TASK DETAILS — Isolate every line in the data with the string "halo" and copy it.

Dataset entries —

------------------------------------

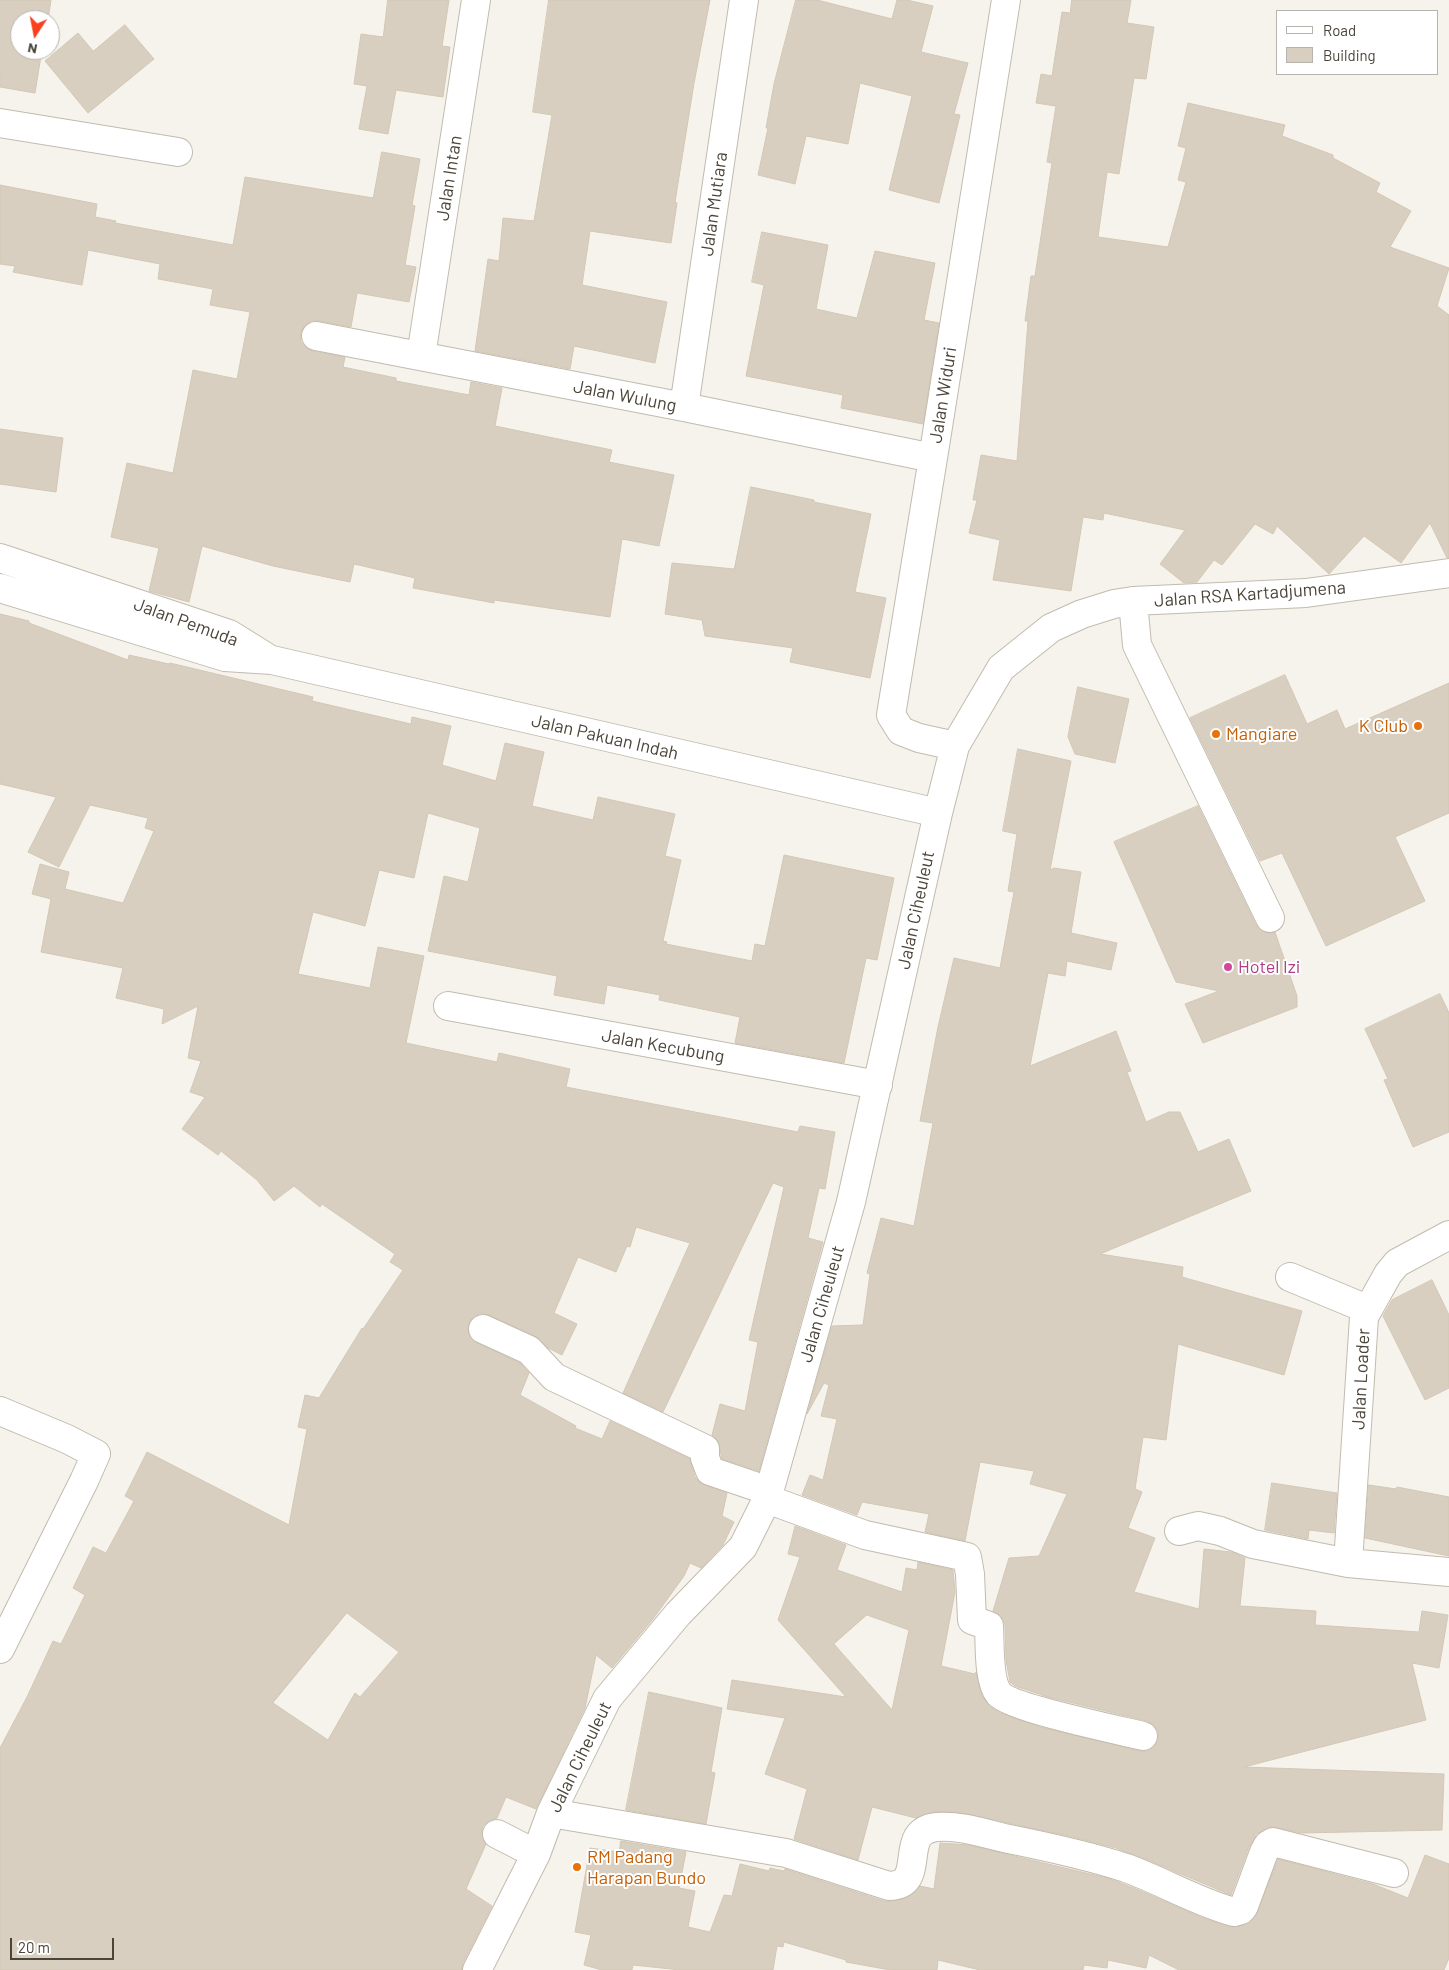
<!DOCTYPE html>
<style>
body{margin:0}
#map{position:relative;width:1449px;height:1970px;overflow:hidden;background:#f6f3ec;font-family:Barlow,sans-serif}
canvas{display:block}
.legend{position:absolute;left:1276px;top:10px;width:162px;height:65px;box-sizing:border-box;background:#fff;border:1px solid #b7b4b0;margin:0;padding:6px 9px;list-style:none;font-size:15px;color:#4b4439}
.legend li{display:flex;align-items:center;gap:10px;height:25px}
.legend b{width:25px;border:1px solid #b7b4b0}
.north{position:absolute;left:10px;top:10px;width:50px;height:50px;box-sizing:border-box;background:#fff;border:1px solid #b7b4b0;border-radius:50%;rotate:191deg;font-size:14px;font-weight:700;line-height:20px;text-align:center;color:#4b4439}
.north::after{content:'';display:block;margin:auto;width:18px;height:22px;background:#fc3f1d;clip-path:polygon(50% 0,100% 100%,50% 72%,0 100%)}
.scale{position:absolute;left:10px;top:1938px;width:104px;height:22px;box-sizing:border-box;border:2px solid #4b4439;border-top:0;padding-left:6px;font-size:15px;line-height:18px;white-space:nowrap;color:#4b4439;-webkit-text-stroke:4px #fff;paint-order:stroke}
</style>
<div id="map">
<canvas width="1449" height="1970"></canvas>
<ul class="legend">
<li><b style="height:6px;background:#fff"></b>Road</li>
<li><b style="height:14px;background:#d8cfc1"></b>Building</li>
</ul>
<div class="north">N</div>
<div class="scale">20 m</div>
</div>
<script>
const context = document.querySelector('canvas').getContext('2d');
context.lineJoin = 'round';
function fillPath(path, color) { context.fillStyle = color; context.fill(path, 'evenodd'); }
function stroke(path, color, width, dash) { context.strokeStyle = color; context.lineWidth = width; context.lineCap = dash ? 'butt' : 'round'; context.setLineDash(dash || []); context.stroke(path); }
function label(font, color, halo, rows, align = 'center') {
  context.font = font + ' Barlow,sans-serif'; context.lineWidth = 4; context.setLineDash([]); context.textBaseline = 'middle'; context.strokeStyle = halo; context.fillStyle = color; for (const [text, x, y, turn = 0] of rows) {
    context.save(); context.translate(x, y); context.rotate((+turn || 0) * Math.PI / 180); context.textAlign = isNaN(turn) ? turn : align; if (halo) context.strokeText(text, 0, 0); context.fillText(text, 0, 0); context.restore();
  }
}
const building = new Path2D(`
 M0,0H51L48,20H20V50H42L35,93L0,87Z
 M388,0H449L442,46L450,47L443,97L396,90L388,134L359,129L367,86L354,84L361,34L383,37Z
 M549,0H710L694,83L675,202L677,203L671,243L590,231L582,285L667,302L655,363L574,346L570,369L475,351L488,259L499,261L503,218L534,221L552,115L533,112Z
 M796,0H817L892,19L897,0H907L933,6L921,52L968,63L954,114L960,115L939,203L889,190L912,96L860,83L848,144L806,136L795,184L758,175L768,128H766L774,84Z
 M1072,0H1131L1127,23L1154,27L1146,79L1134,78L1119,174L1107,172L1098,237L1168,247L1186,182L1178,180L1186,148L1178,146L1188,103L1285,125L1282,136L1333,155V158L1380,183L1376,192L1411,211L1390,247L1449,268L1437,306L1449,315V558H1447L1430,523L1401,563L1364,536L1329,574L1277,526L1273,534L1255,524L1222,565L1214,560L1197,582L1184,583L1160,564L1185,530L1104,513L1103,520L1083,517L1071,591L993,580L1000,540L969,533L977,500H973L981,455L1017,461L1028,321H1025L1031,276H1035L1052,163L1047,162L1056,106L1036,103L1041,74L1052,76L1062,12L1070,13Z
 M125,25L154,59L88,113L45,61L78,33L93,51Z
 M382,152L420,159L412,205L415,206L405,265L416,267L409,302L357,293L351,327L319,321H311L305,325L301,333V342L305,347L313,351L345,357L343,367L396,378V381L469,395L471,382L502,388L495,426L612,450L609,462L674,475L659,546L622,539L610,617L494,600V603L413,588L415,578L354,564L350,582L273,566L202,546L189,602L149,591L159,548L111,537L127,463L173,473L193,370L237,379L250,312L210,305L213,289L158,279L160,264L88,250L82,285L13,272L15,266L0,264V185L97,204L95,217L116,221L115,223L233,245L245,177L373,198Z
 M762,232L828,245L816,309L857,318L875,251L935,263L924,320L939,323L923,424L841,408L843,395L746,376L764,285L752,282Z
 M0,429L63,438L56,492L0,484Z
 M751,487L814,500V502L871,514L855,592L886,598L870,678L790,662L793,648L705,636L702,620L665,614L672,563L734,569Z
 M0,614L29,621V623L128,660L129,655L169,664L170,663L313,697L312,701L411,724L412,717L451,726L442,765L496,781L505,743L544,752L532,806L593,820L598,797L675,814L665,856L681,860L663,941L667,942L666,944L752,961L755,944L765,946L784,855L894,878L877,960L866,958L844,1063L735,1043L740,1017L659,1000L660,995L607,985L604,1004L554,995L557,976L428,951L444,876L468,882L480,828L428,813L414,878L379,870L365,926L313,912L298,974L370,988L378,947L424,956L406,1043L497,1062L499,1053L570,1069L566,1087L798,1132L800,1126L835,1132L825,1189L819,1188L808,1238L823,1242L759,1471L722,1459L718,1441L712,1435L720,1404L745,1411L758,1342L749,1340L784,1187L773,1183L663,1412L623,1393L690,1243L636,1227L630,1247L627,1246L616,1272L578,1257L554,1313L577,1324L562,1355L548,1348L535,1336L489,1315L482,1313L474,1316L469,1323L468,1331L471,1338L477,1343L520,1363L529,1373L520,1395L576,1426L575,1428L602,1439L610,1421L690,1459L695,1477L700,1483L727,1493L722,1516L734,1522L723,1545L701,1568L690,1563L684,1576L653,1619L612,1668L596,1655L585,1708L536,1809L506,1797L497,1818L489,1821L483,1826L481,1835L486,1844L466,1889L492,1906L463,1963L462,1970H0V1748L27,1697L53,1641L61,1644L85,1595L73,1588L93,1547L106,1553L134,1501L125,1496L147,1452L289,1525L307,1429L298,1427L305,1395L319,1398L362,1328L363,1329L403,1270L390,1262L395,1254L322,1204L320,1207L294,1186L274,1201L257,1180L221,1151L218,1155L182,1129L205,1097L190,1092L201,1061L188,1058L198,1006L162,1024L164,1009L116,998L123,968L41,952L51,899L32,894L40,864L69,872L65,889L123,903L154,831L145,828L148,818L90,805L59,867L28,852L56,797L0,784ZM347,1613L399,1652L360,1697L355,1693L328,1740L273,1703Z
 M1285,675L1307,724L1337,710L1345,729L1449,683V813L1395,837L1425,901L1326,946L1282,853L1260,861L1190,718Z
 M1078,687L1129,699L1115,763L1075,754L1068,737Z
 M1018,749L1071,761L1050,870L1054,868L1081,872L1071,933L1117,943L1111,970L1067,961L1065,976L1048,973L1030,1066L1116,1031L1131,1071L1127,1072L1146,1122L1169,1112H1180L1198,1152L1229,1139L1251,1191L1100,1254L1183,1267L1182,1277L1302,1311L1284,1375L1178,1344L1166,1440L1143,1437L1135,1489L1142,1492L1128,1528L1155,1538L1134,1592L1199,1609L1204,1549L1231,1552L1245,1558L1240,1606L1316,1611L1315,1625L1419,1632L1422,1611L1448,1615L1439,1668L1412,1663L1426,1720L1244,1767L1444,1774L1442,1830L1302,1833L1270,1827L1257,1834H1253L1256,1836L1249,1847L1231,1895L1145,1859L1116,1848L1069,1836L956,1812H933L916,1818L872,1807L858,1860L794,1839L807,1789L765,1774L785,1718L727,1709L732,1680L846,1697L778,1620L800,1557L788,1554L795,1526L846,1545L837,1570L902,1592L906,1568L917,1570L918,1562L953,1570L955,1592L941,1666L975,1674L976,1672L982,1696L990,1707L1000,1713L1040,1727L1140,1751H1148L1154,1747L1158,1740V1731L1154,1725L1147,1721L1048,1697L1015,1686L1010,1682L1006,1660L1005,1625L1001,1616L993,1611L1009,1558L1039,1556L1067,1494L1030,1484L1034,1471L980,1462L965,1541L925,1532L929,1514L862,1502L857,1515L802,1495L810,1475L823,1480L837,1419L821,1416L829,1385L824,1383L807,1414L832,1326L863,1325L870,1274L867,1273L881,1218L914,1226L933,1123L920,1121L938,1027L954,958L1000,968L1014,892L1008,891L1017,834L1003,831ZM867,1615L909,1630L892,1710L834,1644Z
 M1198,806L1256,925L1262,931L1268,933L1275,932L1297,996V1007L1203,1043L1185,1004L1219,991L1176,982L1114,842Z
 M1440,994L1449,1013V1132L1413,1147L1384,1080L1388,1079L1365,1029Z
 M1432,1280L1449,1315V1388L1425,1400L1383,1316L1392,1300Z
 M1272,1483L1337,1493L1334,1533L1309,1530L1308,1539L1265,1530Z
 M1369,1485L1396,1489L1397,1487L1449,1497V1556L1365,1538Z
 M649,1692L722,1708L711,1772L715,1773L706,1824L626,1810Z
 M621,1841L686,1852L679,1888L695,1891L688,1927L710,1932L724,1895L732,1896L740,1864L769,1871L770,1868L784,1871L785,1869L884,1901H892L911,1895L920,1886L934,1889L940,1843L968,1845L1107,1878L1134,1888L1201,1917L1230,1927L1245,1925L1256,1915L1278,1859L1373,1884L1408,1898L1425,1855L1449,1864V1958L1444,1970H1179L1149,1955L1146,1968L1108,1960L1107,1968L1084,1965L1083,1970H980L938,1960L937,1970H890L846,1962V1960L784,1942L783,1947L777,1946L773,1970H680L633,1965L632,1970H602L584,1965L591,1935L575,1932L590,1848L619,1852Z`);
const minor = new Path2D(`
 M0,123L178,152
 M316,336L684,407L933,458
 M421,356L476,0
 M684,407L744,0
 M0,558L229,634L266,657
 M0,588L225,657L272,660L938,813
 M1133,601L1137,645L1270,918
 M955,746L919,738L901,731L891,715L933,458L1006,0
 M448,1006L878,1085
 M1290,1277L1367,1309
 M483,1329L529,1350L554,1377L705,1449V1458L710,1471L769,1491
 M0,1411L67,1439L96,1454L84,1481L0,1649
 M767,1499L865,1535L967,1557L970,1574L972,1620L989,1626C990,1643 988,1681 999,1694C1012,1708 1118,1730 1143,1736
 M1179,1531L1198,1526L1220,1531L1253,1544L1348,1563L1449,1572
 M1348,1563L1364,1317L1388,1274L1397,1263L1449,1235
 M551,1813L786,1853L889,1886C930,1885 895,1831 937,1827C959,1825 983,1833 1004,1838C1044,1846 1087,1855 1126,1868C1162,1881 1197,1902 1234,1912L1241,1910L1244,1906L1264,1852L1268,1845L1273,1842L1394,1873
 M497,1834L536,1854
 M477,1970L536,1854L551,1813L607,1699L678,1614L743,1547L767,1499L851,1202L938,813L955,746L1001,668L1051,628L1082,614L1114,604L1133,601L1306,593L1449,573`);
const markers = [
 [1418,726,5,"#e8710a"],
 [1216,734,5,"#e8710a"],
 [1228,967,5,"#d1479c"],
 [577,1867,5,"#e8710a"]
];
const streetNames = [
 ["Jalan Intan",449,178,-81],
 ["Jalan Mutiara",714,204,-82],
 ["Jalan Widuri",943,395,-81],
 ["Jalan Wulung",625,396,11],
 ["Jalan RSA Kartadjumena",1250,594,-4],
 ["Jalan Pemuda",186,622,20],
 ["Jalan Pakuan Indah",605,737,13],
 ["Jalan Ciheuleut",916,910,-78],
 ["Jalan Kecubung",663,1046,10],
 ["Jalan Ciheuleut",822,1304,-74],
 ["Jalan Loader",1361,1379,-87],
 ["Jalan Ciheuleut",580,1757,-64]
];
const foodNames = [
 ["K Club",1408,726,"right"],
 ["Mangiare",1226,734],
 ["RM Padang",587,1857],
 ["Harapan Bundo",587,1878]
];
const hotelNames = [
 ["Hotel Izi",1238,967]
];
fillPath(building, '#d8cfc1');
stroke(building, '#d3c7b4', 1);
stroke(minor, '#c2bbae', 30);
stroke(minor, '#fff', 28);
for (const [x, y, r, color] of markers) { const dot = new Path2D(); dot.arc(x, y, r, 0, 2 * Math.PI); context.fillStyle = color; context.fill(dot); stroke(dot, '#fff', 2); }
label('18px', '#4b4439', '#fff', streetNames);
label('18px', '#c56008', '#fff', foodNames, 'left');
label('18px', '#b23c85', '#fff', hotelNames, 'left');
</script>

------------------------------------

EXPECTED OUTPUT —
function label(font, color, halo, rows, align = 'center') {
  context.font = font + ' Barlow,sans-serif'; context.lineWidth = 4; context.setLineDash([]); context.textBaseline = 'middle'; context.strokeStyle = halo; context.fillStyle = color; for (const [text, x, y, turn = 0] of rows) {
    context.save(); context.translate(x, y); context.rotate((+turn || 0) * Math.PI / 180); context.textAlign = isNaN(turn) ? turn : align; if (halo) context.strokeText(text, 0, 0); context.fillText(text, 0, 0); context.restore();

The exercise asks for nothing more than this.